12e avril 1768, à Ferney
Je ne savais pas, Monsieur, qu'il y eût un Tronchin allemand; ils me paraissaient tous Français et bons Français.
Comment un Tronchin peut il s'appeller Waldkirk, Eglise du bois? Je parie que cette église n'est pas si jolie que celle où je communie. Oui par dieu je communie, et je communierai tant qu'il y aura une communion dans le monde, et je heurlerai avec les loups pour n'être point dévoré par eux. J'accepte de bon cœur le Te deum de vôtre pauvre diable d'Evêque, qui comme vous savez est fait pour édifier l'Eglise, attendu qu'il est petit fils d'un masson.
Je n'ai jamais entendu parler du chandelier de Lyon; c'est aparemment quelqu'un qui veut m'éclairer. Ce Chandelier prétend que je suis vôtre parent. Plût à Dieu qu'il dit vrai, mais j'aime encor mieux que vous soiez mon ami.

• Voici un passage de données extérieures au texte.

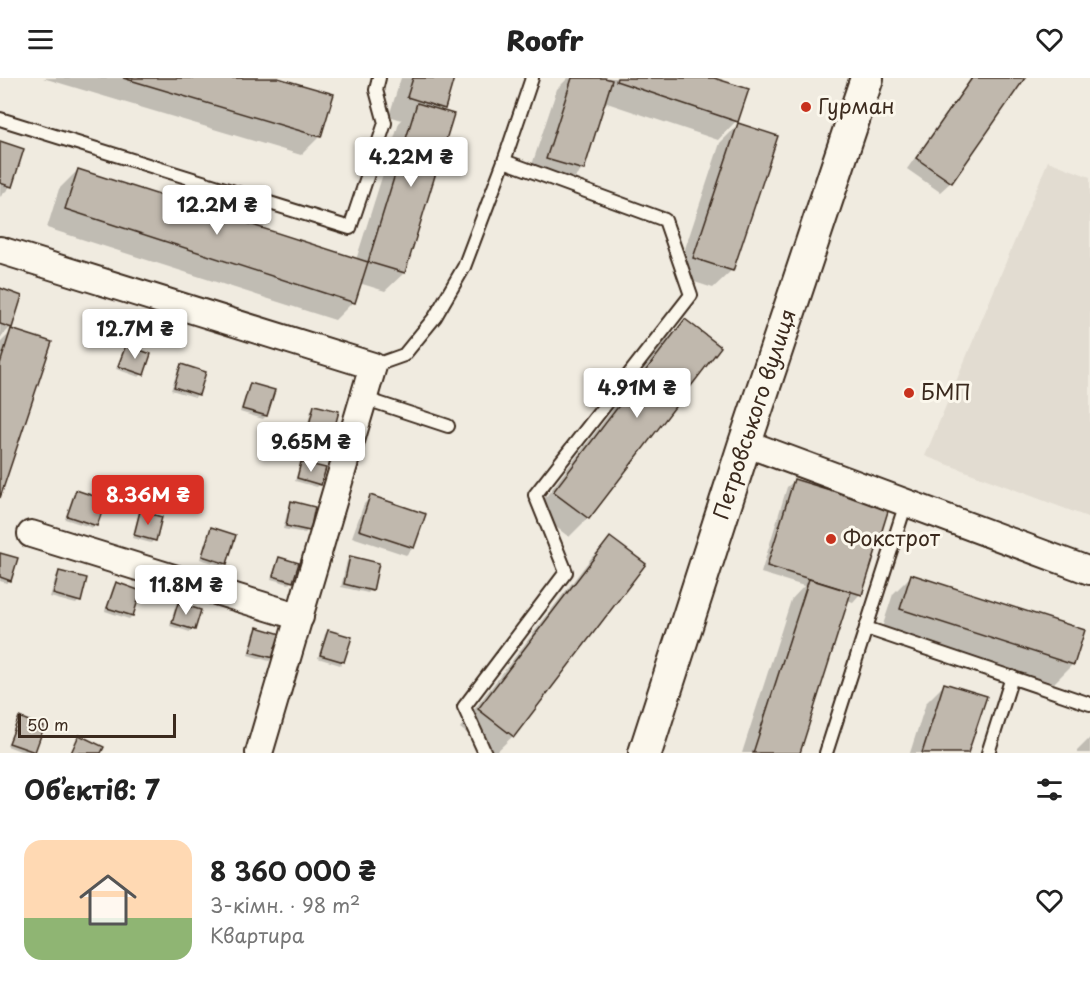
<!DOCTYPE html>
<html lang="uk">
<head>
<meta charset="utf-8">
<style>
  :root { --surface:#fff; --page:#f2f2f2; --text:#222; --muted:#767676; --accent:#d93025 }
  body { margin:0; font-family:"Playpen Sans",sans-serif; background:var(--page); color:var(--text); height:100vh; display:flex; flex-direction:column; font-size:22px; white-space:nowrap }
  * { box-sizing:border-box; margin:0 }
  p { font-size:20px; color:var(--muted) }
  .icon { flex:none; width:33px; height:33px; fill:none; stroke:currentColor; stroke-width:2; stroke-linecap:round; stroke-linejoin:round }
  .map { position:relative; height:675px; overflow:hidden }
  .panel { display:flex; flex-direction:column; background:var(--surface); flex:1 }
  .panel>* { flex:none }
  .scale { position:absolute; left:18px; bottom:15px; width:158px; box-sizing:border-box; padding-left:6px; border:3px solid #3b2a1e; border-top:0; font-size:16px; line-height:21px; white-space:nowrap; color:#3b2a1e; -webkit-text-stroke:4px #fbf7ec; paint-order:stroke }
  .price { position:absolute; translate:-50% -51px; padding:0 14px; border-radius:6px; background:#fff; color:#222; font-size:20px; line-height:39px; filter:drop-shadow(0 2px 3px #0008) }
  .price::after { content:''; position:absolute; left:50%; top:36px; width:18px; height:14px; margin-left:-9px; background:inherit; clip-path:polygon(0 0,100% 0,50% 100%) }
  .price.selected { background:var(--accent); color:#fff }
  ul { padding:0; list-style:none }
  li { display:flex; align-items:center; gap:18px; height:150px; padding:0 24px }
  li span { display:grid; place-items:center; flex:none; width:168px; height:120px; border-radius:18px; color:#555 }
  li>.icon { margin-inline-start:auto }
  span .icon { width:72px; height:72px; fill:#fffc; stroke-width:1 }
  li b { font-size:26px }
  h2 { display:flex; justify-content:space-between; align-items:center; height:72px; padding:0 24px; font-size:26px }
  header { display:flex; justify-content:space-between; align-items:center; height:78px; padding:0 24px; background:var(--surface); font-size:27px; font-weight:800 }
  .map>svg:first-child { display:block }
  .built { fill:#e2dcd1 }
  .shadow { fill:#0003 }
  .building { fill:#c0b8ad; stroke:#3b2a1e; stroke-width:1.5 }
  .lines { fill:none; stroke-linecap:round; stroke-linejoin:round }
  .service-casing { stroke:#3b2a1e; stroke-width:16 }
  .minor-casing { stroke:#3b2a1e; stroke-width:30 }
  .tertiary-casing { stroke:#3b2a1e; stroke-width:36 }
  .service { stroke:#fbf7ec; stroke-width:12 }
  .minor { stroke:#fbf7ec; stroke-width:26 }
  .tertiary { stroke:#fbf7ec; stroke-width:32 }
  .poi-dot { fill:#c8321e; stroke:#fbf7ec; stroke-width:2 }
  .labels { text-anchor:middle; stroke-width:6; stroke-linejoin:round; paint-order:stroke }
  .poi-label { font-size:21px; fill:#3b2a1e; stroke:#fbf7ec; text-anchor:start }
  .street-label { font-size:21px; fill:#3b2a1e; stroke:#fbf7ec }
</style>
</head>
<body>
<header><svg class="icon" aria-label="menu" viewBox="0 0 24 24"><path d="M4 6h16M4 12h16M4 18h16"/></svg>Roofr<svg class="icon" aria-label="heart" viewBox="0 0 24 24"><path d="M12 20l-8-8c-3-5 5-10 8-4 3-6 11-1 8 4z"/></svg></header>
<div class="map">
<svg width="1090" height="675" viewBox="0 0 1090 675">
  <rect width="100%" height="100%" fill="#f0ebe0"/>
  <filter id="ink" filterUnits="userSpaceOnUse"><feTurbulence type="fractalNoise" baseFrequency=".0167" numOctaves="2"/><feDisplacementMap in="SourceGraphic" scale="12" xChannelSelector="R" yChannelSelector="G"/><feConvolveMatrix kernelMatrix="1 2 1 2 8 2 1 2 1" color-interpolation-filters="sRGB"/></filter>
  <g filter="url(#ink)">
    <!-- built -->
    <polygon class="built" points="1048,83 1090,99 1090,440 925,378"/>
    <!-- shadow -->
    <g class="shadow">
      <polygon points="43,0 273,0 320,58 301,77"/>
      <polygon points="401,0 453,0 444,30 440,33 453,37 404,195 385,213 359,205 353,224 335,242 47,150 59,111 78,92 356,182 399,45 402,42 389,38"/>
      <polygon points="568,0 605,2 605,0 710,0 736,43 718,62 604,24 582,92 564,110 528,99 557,11"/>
      <polygon points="971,0 1023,0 951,104 940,114 907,91"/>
      <polygon points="738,47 732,192 713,210 676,198 720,65"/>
      <polygon points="0,65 11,108 0,119"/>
      <polygon points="0,212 21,219 10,250 0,260"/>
      <polygon points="685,243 719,270 588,440 569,459 535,433 666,262"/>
      <polygon points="12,253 0,415 0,265"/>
      <polygon points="126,269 142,296 139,299 116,291 123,272"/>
      <polygon points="181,288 198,316 195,319 171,312 178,291"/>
      <polygon points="251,306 266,338 263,341 240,334 248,309"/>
      <polygon points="314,329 332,356 328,359 306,354 311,332"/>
      <polygon points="302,385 320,406 317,409 295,403 299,389"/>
      <polygon points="795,402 860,516 853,524 847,522 799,675 742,675 791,522 804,508 761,495 787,409"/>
      <polygon points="76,414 96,447 93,450 65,441 73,417"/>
      <polygon points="371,419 413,470 406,477 352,459 364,426"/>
      <polygon points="292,425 308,452 305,455 283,451 289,428"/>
      <polygon points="141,435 154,462 151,465 132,460 138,438"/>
      <polygon points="212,451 226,485 223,488 200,481 209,454"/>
      <polygon points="610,461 513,658 495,675 493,675 460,650 592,479"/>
      <polygon points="0,476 10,502 7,505 0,503"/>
      <polygon points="350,480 371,512 368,515 341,509 347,483"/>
      <polygon points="280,481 292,503 289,506 271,501 277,484"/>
      <polygon points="59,495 79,523 76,526 50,519 56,498"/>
      <polygon points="912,497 1073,586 1054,605 882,550 893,516"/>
      <polygon points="116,506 132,538 129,541 105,533 113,509"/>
      <polygon points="179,526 193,551 190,554 170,548 175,529"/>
      <polygon points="258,551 272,580 269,583 248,577 254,554"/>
      <polygon points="328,553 343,583 340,587 318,580 325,556"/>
      <polygon points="945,606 967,675 910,675 926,625"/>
      <polygon points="19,641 42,650 32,675 26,675 7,668 16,644"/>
      <polygon points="1090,660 1090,675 1077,675 1077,673"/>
    </g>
    <!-- building -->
    <g class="building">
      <polygon points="123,0 278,0 334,16 321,59"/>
      <polygon points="413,0 454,0 445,31 407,19"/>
      <polygon points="572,0 605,0 612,2 584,92 546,81"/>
      <polygon points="617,0 714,0 749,11 738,44 616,3"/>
      <polygon points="972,0 1025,0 952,105 916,80"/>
      <polygon points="417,25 454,36 405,195 368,184"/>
      <polygon points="738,45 778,58 733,193 693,180"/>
      <polygon points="0,63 24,71 12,109 0,105"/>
      <polygon points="78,91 368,184 355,225 65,131"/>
      <polygon points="0,210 22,218 12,250 0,246"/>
      <polygon points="685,241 721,269 589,441 553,414"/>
      <polygon points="11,251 52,264 0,420 0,286"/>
      <polygon points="126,267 151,276 144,297 118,288"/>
      <polygon points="181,286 206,294 199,317 174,309"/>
      <polygon points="250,305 275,312 267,338 242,331"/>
      <polygon points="314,327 339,333 333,356 308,351"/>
      <polygon points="301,384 326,390 321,407 297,400"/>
      <polygon points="794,401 889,430 862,517 767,488"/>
      <polygon points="76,412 106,422 97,448 67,438"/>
      <polygon points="370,417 426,436 414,470 359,452"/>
      <polygon points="291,423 315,429 310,453 286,448"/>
      <polygon points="140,433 162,439 156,463 134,457"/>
      <polygon points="211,449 236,457 227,486 202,478"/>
      <polygon points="610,459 646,486 514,659 478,631"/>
      <polygon points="0,475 18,480 11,503 0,499"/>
      <polygon points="350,478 379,485 373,513 344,506"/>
      <polygon points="279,479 299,485 293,504 273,498"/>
      <polygon points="59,493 87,500 81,524 53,516"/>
      <polygon points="911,496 1085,552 1074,587 900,531"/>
      <polygon points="809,501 851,514 800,675 753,675"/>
      <polygon points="116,504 141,513 133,538 107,530"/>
      <polygon points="178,525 201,532 195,552 172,545"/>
      <polygon points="257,549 281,556 274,580 250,574"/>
      <polygon points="328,552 352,559 344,584 320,577"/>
      <polygon points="944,605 987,618 968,675 922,675"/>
      <polygon points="19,639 44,649 35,674 9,665"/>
      <polygon points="79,657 104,669 101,675 71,675"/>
    </g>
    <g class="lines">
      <defs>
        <g id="service">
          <polyline points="0,41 350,150 385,45 376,12 379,0"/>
          <polyline points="373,288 404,277 435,239 464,189 504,83 532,0"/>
          <polyline points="363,320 448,348"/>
          <polyline points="866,550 1090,626"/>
          <polyline points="485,675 464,629 566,494 535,417 691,217 665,142 504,83"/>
          <polyline points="826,675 906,425"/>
          <polyline points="988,675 1012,599"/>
        </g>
        <g id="minor">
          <polyline points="0,172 373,288 259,675"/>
          <polyline points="745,365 1090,493"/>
          <polyline points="31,456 300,539"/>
        </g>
        <g id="tertiary">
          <path id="s1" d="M645,675l100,-310 122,-365"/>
        </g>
      </defs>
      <!-- service casing -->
      <use href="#service" class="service-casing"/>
      <!-- minor casing -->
      <use href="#minor" class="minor-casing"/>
      <!-- tertiary casing -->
      <use href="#tertiary" class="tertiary-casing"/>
      <!-- service -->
      <use href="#service" class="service"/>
      <!-- minor -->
      <use href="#minor" class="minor"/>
      <!-- tertiary -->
      <use href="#tertiary" class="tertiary"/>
    </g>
  </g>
  <!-- markers -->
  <g class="poi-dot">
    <circle cx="806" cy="29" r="6"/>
    <circle cx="909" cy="315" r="6"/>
    <circle cx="831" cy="461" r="6"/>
  </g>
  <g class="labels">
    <!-- poi labels -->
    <g class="poi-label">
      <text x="818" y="36">Гурман</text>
      <text x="921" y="322">БМП</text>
      <text x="843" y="468">Фокстрот</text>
    </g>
    <!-- street labels -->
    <g class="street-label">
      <text dy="7" stroke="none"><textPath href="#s1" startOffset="356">Петровського вулиця</textPath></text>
    </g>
  </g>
</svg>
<div class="scale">50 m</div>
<b class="price" style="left:411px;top:110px">4.22M ₴</b>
<b class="price" style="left:217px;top:158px">12.2M ₴</b>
<b class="price" style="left:135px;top:282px">12.7M ₴</b>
<b class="price" style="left:637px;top:341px">4.91M ₴</b>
<b class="price" style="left:311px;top:395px">9.65M ₴</b>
<b class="price selected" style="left:148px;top:448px">8.36M ₴</b>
<b class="price" style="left:186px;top:538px">11.8M ₴</b>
</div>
<section class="panel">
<h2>Об’єктів: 7<svg class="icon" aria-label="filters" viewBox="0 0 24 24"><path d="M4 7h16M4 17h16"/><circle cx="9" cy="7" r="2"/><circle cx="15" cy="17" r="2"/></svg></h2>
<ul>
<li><span style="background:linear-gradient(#ffd9b3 65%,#8fb573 0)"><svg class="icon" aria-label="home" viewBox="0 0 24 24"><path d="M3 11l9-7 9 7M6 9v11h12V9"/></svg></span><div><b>8 360 000 ₴</b><p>3-кімн. · 98 m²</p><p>Квартира</p></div><svg class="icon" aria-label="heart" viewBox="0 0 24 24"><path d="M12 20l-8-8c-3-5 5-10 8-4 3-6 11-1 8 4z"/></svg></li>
</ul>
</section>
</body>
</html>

Il est très vrai qu'on va travailler à force à Versoy. Ce sera un débouché de plus pour ceux qui achêteront Ferney. Pour moi qui ne songes qu'à la vie éternelle, il m'est fort indifférent de monter au ciel par Ferney ou par Tournay. Mais tant que je végéterai dans ce bas monde soiez très sûr que vous aurez en moi un serviteur passionément dévoué.
De quois s'avisait ce pauvre Jalabert de chevaucher? Je me garderai bien d'en faire autant.
Donnez vous le plaisir d'ouvrir le paquet du Chandelier. S'il y a quelque chose qui vaille la peine d'être lu aiez la bonté de me l'envoier, sinon jettez le dans le feu avec les quinze ou vingt volumes de brochures qui ont inondé vôtre république depuis quatre ans. Vivez guaiement, moquez vous de tout. C'est un très bon parti que j'ai pris depuis longtemps.
V.
Quand vous viendrez à Ferney je vous ferai manger du pain béni, tout indigne que vous en êtes.